11. Counterparts. This First Amendment may be executed in one or more counterparts, each of which shall be deemed an original. Said counterparts shall constitute but one and the same instrument, as fully and completely as if all had signed but one instrument.
12. Effect. All terms and conditions of the Purchase Agreement not modified by this First Amendment shall remain in full force and effect.
[Signatures On Following Page]
IN WITNESS WHEREOF, the parties have executed this First Amendment under seal as of the day and year first written above.
UST
UST HOTEL JOINT VENTURE, LTD, a Florida limited partnership
By: UST Hotel Corporation, a Florida corporation,
its general partner
By: /s/Lance Fair
Name: Lance Fair
Its: Vice President
HYATT
HYATT EQUITIES, L.L.C., a Delaware limited liability company
By: /s/ Stephen M. Sokal
Name: Stephen M. Sokal
Its: Vice President
ACKNOWLEDGED AND AGREED
WITH RESPECT TO SECTIONS 3 AND 4
AND EXHIBIT A:
PEABODY MANAGEMENT, INC.
By: /s/ Jimmie D. Williams
Name: Jimmie D. Williams
Its: SRVP
EXHIBIT “A”
Limitations. The use of the name, logo and duck imagery trademarks described in Sections 3 and 4 (the “Licensed Marks”) is strictly limited to use and advertising for the Property, and does not extend to any other hotel properties owned by or affiliated with Purchaser or other Purchaser Affiliates. Except as may be authorized by PMI in advance and in writing, Purchaser shall not co-brand any Licensed Marks with a trademark or house mark of Purchaser or any third party without PMI's prior written consent, i.e., use the PMI’s house mark with a Licensed Mark as a composite mark, such as "Hyatt B-Line Diner."
Reservation of Rights. Except for the specific licensed rights granted to Purchaser under this Agreement, all rights in and to the Licensed Marks are explicitly reserved and retained by PMI. Purchaser shall not have the right to sublicense any of the rights granted to it under this Agreement.
Exploitation of Rights. PMI shall have the right to terminate the rights to use of a particular Licensed Mark if, for a period in excess of one (1) year, Purchaser ceases use of any such Licensed Mark at the Property.
Royalty-Free. Further to the last sentence of each of Sections 3 and 4 the use of the Licensed Marks is granted on a royalty-free basis.
Quality Control Standards. Purchaser’s marketing, advertising and use of the Licensed Marks shall not reflect adversely upon the good name and reputation of PMI or any of its programs, products, services or properties and shall be consistent with the high quality of such hotel services at the Property immediately prior to the execution of the Purchase Agreement. Without limiting the foregoing, Purchaser will, at its own expense, comply with all laws, regulations relating to the marketing, sale, and delivery of products and services bearing the Licensed Marks, and comply with all applicable workplace laws, rules, and regulations, and all applicable safety, health, environmental (“S/H/E”) laws, rules and regulations.
Quality Control Right to Inspection.
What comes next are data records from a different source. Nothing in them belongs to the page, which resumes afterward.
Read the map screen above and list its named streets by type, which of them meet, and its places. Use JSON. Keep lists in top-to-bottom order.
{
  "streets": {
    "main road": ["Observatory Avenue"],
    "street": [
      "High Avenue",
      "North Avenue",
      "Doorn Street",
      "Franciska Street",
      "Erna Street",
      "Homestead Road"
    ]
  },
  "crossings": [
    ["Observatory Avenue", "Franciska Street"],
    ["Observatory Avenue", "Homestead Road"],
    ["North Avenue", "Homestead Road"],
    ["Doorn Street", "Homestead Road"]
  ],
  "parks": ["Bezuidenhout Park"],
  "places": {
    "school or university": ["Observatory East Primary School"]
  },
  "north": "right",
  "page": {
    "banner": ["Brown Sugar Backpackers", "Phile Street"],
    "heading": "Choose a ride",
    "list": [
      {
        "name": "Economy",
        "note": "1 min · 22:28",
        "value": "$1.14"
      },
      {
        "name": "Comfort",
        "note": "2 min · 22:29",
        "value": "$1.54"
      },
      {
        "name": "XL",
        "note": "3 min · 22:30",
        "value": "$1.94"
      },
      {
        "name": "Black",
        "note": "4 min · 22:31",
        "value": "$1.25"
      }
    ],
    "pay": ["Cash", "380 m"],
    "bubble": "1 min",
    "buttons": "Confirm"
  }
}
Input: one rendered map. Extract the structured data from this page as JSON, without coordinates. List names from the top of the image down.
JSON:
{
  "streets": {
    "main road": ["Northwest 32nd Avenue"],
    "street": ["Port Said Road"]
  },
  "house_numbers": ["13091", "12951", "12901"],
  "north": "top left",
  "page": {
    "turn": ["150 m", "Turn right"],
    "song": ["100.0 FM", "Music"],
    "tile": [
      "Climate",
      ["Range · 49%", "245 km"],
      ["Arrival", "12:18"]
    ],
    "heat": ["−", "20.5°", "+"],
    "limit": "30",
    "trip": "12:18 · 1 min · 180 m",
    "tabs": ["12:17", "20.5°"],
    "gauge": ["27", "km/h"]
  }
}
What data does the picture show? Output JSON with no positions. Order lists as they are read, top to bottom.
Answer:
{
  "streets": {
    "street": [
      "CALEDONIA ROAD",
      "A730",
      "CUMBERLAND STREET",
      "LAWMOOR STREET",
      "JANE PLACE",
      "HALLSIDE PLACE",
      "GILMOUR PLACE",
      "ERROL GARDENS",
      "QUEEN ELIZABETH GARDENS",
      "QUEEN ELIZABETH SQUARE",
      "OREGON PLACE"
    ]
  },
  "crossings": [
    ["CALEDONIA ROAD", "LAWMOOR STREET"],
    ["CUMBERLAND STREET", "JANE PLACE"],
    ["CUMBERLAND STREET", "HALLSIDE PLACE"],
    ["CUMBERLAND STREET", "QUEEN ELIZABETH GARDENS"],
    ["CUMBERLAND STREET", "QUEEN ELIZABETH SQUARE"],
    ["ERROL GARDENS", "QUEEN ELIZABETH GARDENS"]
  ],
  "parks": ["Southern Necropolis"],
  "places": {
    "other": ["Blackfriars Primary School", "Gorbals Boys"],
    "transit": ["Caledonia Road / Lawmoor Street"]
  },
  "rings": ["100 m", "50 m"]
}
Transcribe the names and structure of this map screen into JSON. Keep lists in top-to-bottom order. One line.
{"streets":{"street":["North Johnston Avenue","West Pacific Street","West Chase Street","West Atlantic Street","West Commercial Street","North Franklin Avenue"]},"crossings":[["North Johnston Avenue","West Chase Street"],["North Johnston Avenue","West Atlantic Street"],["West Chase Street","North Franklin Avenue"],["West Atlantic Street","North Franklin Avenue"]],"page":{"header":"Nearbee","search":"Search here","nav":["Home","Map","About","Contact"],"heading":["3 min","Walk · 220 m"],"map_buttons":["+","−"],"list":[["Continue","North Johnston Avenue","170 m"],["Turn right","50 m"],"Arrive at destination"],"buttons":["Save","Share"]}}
Purchaser acknowledges and agrees that, in order to preserve its trademark rights, PMI has the right to conduct, at its expense, an annual inspection of the restaurants at the Property operating under the Licensed Marks for the sole purpose of determining whether the use of the Licensed Marks complies with the terms of this Agreement. This inspection may either be conducted by PMI or a third-party service selected by PMI. The inspection shall be conducted on a minimum of ten (10) days prior notice to Purchaser. Purchaser shall reasonably cooperate with, and will provide reasonable assistance to, PMI in the performance of such inspection program at the Property.
Protection of Marks. PMI shall have the exclusive right, in its sole discretion, to file trademark, trade dress, copyright, logos, graphical designs, or other applications throughout the world, relating to the use or proposed use by Purchaser of any of the Licensed Marks. Such filings shall be made in the name of PMI or in the name of any third party selected by PMI. For these purposes, at PMI’s reasonable request, Purchaser shall supply to PMI, free of cost to PMI, such samples and similar materials as may be reasonably be required as specimens in connection with any such filings.
Infringements. If any third party may be infringing the Licensed Marks, PMI shall have the initial right to decide what, if any, action to take, but if PMI decides not to take any action within a reasonable time, then Purchaser may take action solely to seek to enjoin the use of the Licensed Mark(s) by such third party. Purchaser shall reasonably cooperate with PMI, at PMI's expense, in any action it takes to stop infringements. PMI shall reasonably cooperate with Purchaser, at Purchaser's expense, in any action Purchaser takes to stop infringements, as set forth above. Purchaser may settle any dispute relating to the use of the Licensed Marks without notice or compensation to Purchaser and shall retain the proceeds of any settlement or proceeding.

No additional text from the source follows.